The Metaverse Will Engage All Five Senses
Dr. Jeroen Van Ham | Apr 07, 2023
Even as the electronics industry keeps improving virtual reality (VR) and augmented reality (AR), along comes an even more expansive concept: the metaverse. Where AR and VR are essentially visual in nature, we expect the metaverse to engage all our senses to blend real and digital worlds into an even richer experience.
VR and AR may be visual, but providing that visual experience requires a suite of sensors and actuators that have nothing to do with detecting or emitting light. Sensors for positioning, stability, and motion are fundamental. Data from these different sensors must be processed, and software that can integrate that data to produce progressively richer and more enjoyable experiences must be continuously refined. Developing VR/AR has been no small challenge.
The metaverse experience will require more sensors, more different types of sensors, far greater processing power, and ever more sophisticated software. Orchestrating all of this will be that much more formidable a task—eminently achievable, but the process will certainly keep us all busy.
To get a better grasp of what the metaverse might be, a quick look at where we are today will be useful.
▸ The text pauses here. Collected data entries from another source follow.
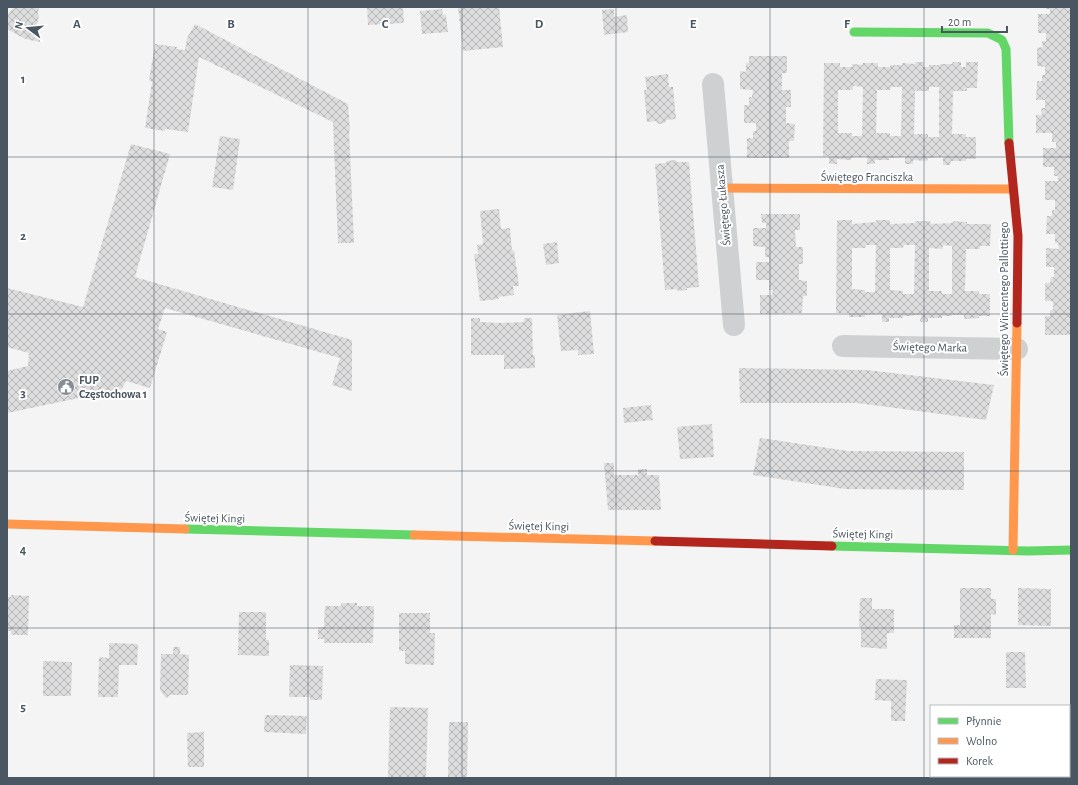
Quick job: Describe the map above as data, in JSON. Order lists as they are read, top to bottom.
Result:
{
  "streets": {
    "street": [
      "Świętego Franciszka",
      "Świętego Łukasza",
      "Świętego Wincentego Pallottiego",
      "Świętego Marka",
      "Świętej Kingi"
    ]
  },
  "crossings": [
    ["Świętego Franciszka", "Świętego Łukasza"],
    ["Świętego Franciszka", "Świętego Wincentego Pallottiego"],
    ["Świętego Wincentego Pallottiego", "Świętego Marka"],
    ["Świętego Wincentego Pallottiego", "Świętej Kingi"]
  ],
  "places": {
    "public building": ["FUP Częstochowa 1"]
  },
  "legend": ["Płynnie", "Wolno", "Korek"],
  "scale_bar": "20 m",
  "north": "left",
  "grid": {
    "columns": [
      "A",
      "B",
      "C",
      "D",
      "E",
      "F"
    ],
    "rows": [
      "1",
      "2",
      "3",
      "4",
      "5"
    ]
  }
}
VR could include digital representations of real places in our physical world, virtual depictions of environments that otherwise don't exist, or any conceivable mix of the seemingly real with the fantastical, as long as all of it is computer-generated.
AR and mixed reality (MR) both start with the real, physical world and then add something virtual. The virtual element could be anything from simple alphanumeric data to animated objects, characters, or scenes. What distinguishes AR from MR is still a matter of opinion. When distinctions are made they are typically about matters of degree—about the balance of real and virtual.
To make things murkier, there's also XR. For some the X in XR is just a stand-in for the V, A, and M in VR, AR, and MR, respectively. Others say the X in XR means "extended," and of course there's no agreement about what that means either. Extended reality might be synonymous with the metaverse—or it might not. Or it might end up being merely a catch-all term that relieves people from listing "VR, AR, MR, and the metaverse" every time the subject comes up.
While the terms remain fuzzy, the technologies involved can be considered somewhat definitive, at least for now. For starters, VR is defined by the use of goggles and probably always will be.
As of today, AR and MR both tend to rely on some transparent medium (eyeglasses or goggles) or something with a camera-and-screen combo that can behave as if it is transparent (a smartphone or, again, goggles) that are accompanied by some mechanism that enables users to perceive digital data and imagery. Currently the technologies for AR and MR are very similar, and if XR is anything it's not adequately defined, so for the remainder of this essay we’re going to keep things simple and refer only to VR, AR, and the metaverse.
There is no agreement on the definition of the metaverse either—but we stated our opinion earlier. We think there's no point in building toward a metaverse unless it reaches beyond VR and AR to encompass sight, sound, touch, smell, and taste.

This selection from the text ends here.